I’m interested in the way the book here reverses its understanding of the distinction between Paris and the provinces (Paris = flashy, vain, superficial; provinces = solid, demure, profound). There’s enough criticism of Eugénie in this passage to complicate the saintly resignation that would otherwise have reduced her to caricature. To be sure, if the book really believes in the ideas of emotional inheritance it so often references, then she couldn’t have ended up any other way, and so it would be meaningless to speak of criticism. And on the book’s final page, the narrator both backpedals on some of the things it says here—claiming that “the greatness of her soul lessens the effect of the narrowness of her upbringing”—and finds fault with the situation itself.
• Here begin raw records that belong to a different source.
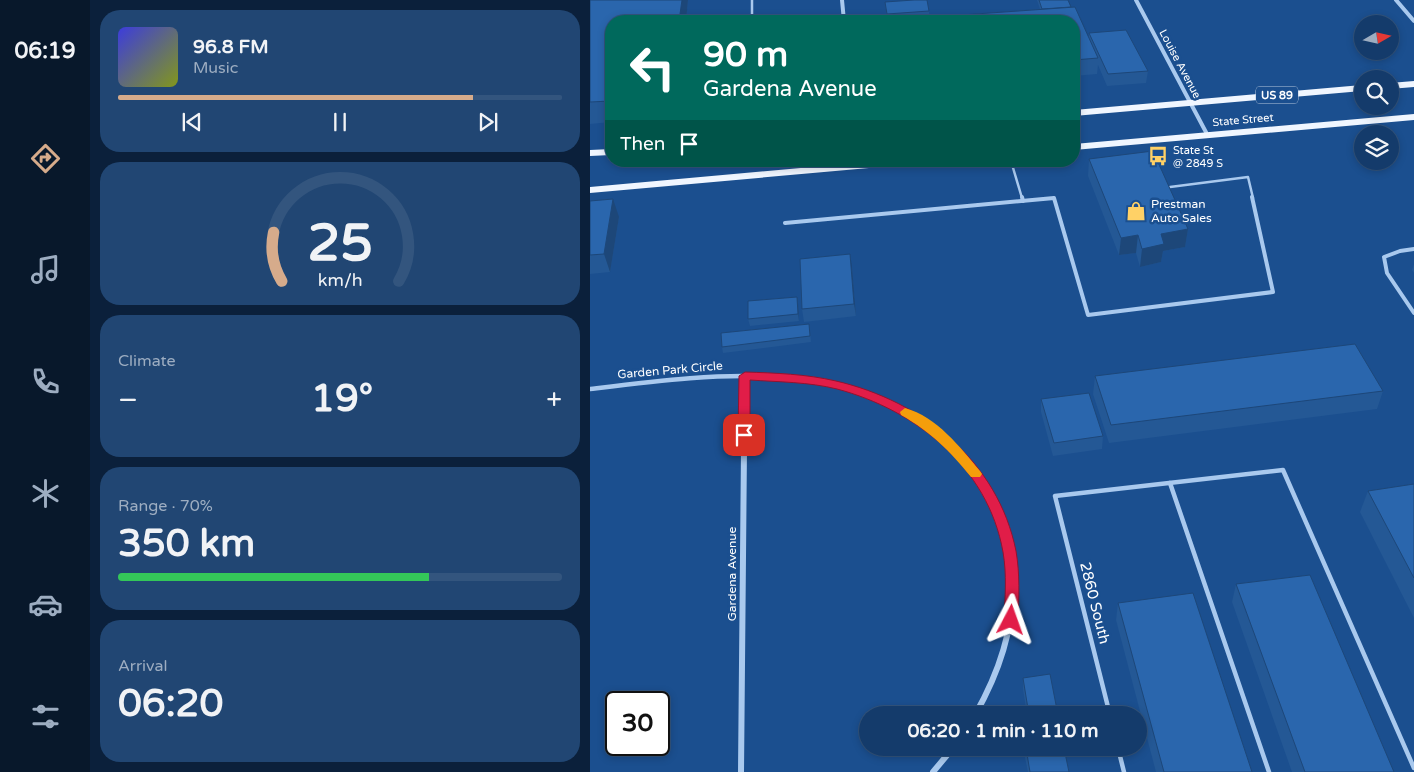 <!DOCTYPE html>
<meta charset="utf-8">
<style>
body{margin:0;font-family:"Varela Round",sans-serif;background:#214673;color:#f1f3f6;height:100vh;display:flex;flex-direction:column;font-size:19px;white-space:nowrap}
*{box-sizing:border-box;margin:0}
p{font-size:16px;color:#9dadc1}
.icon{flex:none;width:28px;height:28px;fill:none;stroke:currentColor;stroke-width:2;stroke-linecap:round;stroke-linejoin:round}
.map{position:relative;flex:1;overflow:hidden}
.drawer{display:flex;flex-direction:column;gap:10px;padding:10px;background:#0b203b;width:500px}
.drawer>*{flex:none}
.top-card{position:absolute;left:15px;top:15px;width:475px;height:152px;border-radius:20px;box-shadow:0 2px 8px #0003,0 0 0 1px #33557e;background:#00695c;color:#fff;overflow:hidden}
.needle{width:32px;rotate:81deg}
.buttons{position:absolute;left:764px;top:15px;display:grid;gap:10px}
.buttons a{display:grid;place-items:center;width:45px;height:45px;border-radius:50%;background:#143b6b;box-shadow:0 2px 8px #0003,0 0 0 1px #33557e;font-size:25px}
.speed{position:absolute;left:15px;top:691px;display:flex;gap:10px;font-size:25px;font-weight:700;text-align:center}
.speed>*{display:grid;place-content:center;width:65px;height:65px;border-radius:50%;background:#143b6b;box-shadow:0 2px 8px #0003,0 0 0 1px #33557e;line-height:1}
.speed .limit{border:2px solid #111;border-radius:8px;background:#fff;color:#111}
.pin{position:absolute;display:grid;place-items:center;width:42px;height:42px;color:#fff;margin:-21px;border-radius:10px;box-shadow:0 2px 8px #0006}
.me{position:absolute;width:55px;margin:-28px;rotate:4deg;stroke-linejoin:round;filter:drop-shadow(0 0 4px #0008)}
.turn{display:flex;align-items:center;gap:18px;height:105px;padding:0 15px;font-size:22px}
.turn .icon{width:65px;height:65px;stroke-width:2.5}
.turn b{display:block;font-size:35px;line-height:42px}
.then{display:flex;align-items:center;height:48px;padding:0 15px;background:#0003;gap:10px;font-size:19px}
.big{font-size:38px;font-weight:800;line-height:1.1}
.drawer .tile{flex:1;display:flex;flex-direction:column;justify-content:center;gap:8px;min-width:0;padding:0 18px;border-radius:20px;background:#214673}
.drawer .dial{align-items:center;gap:0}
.dial svg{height:130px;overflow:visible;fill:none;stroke:#33557e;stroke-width:7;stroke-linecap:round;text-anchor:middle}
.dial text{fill:#f1f3f6;stroke:none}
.song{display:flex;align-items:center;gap:15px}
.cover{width:60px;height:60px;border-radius:8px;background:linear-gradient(135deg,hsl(240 70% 55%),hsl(70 70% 35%))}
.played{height:5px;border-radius:2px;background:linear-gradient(90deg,#d6ab8b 80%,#33557e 80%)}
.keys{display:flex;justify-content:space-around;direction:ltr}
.heat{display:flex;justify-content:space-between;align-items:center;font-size:28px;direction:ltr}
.charge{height:8px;border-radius:4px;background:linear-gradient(90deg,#34c759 70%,#33557e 0)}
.trip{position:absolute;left:269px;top:706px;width:288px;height:50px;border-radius:25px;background:#143b6b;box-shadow:0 2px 8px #0003,0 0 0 1px #33557e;font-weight:800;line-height:50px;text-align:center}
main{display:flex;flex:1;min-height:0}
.menu{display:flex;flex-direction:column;width:90px;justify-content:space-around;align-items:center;background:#08182b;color:#9dadc1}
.menu .icon{width:35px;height:35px}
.menu .current{color:#d6ab8b}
.menu b{font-size:22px;color:#f1f3f6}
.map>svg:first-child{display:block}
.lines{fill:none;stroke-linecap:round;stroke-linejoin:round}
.service-far2{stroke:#a9c9ee;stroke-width:2.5}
.service-far1{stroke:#a9c9ee;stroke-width:4}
.service{stroke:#a9c9ee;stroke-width:4.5}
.minor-far2{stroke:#a9c9ee;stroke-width:4}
.minor-far1{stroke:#a9c9ee;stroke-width:4.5}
.minor{stroke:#a9c9ee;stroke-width:6}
.primary{fill:#f0f6ff;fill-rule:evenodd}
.wall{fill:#245895}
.shaded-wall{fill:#1d4779}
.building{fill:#2a66ad;stroke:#1d4779}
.route{fill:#e11d48;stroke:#92132f}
.slow{fill:#f59e0b}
.labels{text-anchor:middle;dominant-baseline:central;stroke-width:5;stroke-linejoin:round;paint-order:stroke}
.far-street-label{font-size:11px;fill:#fff;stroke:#1b4f8f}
.shield{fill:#1b4f8f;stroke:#bbcadd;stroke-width:1}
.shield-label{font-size:11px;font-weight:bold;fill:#fff}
.far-poi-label{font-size:11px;fill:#fff;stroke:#1b4f8f;text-anchor:start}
.poi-label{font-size:12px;fill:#fff;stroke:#1b4f8f;text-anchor:start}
.street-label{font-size:12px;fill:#fff;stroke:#1b4f8f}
.near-street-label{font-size:15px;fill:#fff;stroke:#1b4f8f}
</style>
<main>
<nav class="menu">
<b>06:19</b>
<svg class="icon current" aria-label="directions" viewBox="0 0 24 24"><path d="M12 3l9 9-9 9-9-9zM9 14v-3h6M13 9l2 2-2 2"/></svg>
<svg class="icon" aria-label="music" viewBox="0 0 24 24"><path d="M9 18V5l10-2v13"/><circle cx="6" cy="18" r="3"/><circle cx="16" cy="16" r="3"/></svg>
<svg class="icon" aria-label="phone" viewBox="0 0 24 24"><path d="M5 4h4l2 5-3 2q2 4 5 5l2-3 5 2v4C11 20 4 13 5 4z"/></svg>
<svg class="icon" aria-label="climate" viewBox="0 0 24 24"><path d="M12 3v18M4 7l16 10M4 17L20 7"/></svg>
<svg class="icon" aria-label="car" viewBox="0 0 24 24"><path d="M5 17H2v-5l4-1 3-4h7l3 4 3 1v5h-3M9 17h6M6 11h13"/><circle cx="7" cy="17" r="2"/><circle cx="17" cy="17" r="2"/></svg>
<svg class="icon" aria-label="filters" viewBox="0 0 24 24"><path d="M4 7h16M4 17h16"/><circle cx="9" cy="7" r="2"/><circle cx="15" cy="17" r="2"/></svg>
</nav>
<section class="drawer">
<div class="tile">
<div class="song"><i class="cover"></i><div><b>96.8 FM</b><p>Music</p></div></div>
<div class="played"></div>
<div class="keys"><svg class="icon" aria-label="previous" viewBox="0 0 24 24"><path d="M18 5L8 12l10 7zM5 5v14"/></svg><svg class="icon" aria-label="pause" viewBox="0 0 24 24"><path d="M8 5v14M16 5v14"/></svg><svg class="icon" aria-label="next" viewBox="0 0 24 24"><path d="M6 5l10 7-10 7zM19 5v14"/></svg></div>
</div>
<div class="tile dial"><svg viewBox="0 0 100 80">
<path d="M14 69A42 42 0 1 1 86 69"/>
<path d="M14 69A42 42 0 0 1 9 39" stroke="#d6ab8b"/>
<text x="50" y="56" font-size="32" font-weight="700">25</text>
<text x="50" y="72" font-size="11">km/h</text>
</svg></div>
<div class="tile"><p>Climate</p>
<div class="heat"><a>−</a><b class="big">19°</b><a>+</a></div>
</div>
<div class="tile"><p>Range · 70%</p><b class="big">350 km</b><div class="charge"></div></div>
<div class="tile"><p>Arrival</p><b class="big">06:20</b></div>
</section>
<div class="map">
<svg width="824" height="772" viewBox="0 0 824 772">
<rect width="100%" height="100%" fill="#1b4f8f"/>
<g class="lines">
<g class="service-far2">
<path d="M 162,0 L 162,21"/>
<path d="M 421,161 L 432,198"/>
<path d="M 580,187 L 658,177 L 663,198"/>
</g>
<g class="service-far1">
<path d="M 432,197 L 433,201"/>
<path d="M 195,223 L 464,198 L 498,315 L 683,292 L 662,197"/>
<path d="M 824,249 L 810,251 L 794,257 L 797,273 L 824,313"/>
</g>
<g class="service">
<path d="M 580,483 L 679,772"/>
<path d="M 520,715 L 465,496 L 693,470 L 824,768"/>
<path d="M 528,748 L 534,772"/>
</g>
<g class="minor-far2">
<path d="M 252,0 L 254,21"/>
<path d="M 546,0 L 618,136"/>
<path d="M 806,0 L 824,21"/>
</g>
<g class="minor-far1">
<path d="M 0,389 C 120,374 271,353 364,450"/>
<path d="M 154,450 L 155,376"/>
</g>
<g class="minor">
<path d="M 363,449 C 439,529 438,622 385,715"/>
<path d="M 151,772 L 154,449"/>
<path d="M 343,772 L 363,748"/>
</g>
<g class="primary">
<path d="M 824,81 L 824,87 L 800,89 L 800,83 Z"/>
<path d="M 772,85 L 772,91 L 484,116 L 484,110 Z"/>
<path d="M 824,114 L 824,120 L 484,150 L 484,144 Z"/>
<path d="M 21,149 L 21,155 L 0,156 L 0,150 Z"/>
<path d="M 288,161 L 329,161 L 324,164 L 0,193 L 0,187 Z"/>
</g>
</g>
<g class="wall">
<path d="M 0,0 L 98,0 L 96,21 L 21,21 L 21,122 L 0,124 Z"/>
<path d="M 447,0 L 478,0 L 481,7 L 499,37 L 499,33 L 558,71 L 556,83 L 517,86 L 508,65 L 507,74 L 484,76 L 484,21 L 329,21 L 329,18 L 450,9 Z"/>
<path d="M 295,2 L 339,11 L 339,17 L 297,19 Z"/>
<path d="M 499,159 L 598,229 L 595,247 L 573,251 L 571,262 L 550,267 L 546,253 L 529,255 L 498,176 Z"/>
<path d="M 0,201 L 29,217 L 20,272 L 0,274 Z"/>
<path d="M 824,264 L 824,273 L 822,270 Z"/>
<path d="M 262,267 L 266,316 L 214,322 L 212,309 Z"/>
<path d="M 208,303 L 209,321 L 160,326 L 158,319 Z"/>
<path d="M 219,324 L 221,342 L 133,353 L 132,347 Z"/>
<path d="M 505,376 L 793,391 L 787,409 L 519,443 L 503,394 Z"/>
<path d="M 451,399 L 513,436 L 512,449 L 463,456 L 451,412 Z"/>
<path d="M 824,484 L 824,618 L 770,512 L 778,491 Z"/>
<path d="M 646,584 L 804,772 L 702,772 L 642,602 Z"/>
<path d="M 528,603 L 662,772 L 566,772 L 526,620 Z"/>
<path d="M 433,678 L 468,715 L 437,715 L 433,689 Z"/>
<path d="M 433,748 L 474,748 L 479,772 L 438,772 Z"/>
</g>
<g class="shaded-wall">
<path d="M 92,0 L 98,0 L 96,21 L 89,21 Z"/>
<path d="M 23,199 L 29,217 L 20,272 L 14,254 Z"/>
<path d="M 598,229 L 595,247 L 573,251 L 571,262 L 550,267 L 552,249 L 571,234 Z"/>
<path d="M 548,235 L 546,253 L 529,255 L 531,238 Z"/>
<path d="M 260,254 L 262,267 L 266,316 L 264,304 Z"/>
<path d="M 207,297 L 208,303 L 209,321 L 208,314 Z"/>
</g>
<g class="building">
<path d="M 0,0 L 92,0 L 89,21 L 21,21 L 21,101 L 0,102 Z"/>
<path d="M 324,0 L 337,0 L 339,11 L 297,14 L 295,2 Z"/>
<path d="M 449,0 L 478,0 L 481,7 L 452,9 Z"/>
<path d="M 485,7 L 508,58 L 484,60 L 484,21 L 464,21 L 463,18 L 444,20 L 444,21 L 329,21 L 329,18 Z"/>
<path d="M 536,30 L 558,71 L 518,74 L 499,33 Z"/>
<path d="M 563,151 L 598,229 L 571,234 L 574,244 L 552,249 L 548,235 L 531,238 L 499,159 Z"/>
<path d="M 23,199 L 14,254 L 0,255 L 0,201 Z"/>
<path d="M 260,254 L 264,304 L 212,309 L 210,259 Z"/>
<path d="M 207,297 L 208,314 L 158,319 L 158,301 Z"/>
<path d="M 219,324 L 220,336 L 132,347 L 131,333 Z"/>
<path d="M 765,344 L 793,391 L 521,425 L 505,376 Z"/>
<path d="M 499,393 L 513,436 L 464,443 L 451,399 Z"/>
<path d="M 824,484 L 824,578 L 778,491 Z"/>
<path d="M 720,575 L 804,772 L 715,772 L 646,584 Z"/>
<path d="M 603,593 L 662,772 L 574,772 L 528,603 Z"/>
<path d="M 460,674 L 468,715 L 439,715 L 433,678 Z"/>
<path d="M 436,748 L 474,748 L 479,772 L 440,772 Z"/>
</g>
<path class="route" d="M 155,372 C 185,373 216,374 246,381 C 332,401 408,461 426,551 C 430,574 429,597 428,620 L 426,624 L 421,626 L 416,624 L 414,620 C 415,597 417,575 413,552 C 398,467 326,410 247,389 C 219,382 189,382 160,380 L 160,435 L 158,438 L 150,438 L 148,435 L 149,376 Z"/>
<path class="slow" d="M 315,408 C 347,417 370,447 390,471 L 392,474 L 390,477 L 381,477 C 359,450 342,433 311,415 L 310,412 Z"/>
<defs>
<symbol id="bus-bare" viewBox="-9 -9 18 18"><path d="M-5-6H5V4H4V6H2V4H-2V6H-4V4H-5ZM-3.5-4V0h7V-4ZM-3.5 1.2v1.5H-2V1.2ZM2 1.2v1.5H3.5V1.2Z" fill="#ffd166" stroke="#1b4f8f" stroke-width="2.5" paint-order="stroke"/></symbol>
<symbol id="shop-bare" viewBox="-9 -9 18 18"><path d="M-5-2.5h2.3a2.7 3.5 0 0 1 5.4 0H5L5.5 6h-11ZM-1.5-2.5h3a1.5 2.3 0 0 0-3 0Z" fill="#ffd166" stroke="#1b4f8f" stroke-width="2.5" paint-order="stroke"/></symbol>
</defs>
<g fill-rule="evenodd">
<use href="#bus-bare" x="554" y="142" width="28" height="28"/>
<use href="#shop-bare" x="532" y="197" width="28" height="28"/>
</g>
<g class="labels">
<g class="far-street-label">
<text transform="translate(590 64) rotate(62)">Louise Avenue</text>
<text transform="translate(653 120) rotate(-5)">State Street</text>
</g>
<rect class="shield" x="666" y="86.5" width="42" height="17" rx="4"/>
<g class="shield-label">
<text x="687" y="95">US 89</text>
</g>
<g class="far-poi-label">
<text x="583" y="150">State St<tspan x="583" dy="13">@ 2849 S</tspan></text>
</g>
<g class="poi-label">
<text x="561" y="204">Prestman<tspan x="561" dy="14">Auto Sales</tspan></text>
</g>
<g class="street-label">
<text transform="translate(80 370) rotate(-5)">Garden Park Circle</text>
<text transform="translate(142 574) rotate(-90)">Gardena Avenue</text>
</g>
<g class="near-street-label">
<text transform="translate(505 603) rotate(76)">2860 South</text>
</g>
</g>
</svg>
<div class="buttons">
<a><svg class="needle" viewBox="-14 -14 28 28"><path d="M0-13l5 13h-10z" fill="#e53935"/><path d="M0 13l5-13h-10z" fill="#9dadc1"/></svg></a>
<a><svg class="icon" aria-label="search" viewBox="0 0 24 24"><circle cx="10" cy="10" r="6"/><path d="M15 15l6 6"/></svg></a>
<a><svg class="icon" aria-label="layers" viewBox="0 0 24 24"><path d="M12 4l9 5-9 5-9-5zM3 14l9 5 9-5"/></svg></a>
</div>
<div class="speed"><div class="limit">30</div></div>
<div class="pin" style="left:154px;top:435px;background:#d93025"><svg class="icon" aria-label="arrive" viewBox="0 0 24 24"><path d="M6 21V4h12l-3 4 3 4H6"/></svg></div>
<svg class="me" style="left:421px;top:620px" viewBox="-20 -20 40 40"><path d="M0-17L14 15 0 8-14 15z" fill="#e11d48" stroke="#fff" stroke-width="4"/></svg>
<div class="trip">06:20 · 1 min · 110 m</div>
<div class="top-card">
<div class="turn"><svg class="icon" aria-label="left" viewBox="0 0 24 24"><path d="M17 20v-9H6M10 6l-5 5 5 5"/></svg><div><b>90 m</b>Gardena Avenue</div></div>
<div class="then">Then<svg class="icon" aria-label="arrive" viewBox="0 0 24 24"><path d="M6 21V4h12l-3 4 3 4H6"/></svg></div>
</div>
</div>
</main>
Whether the tragedy is really that “a woman who, made to be a magnificent wife and mother, has neither husband nor children nor family” (a surprising thing to say, given the book’s interest in heredity, which would seems to make nonsense of the possibility raised here that Eugenie was made to be something her family could not have given her), the book does leave us feeling the hopelessness of her situation.

But Eugénie Grandet is melancholic not tragic. From the first sentence, in which the houses in certain provincial towns arouse melancholy as much in the stranger who comes across them as in the people who live in them, melancholy is referenced throughout the book, the best way to describe the strange uncertainty of the narrator’s description of the widowed Madame de Bonfons. Melancholy is the way the book gives its protagonist a fate more complicated, if not necessarily more pleasant to experience, than those typically granted to heroines of the period. I find myself thinking about her a lot, and, as Barthes once did, look forward to delving further into the vast and surprising work of her creator.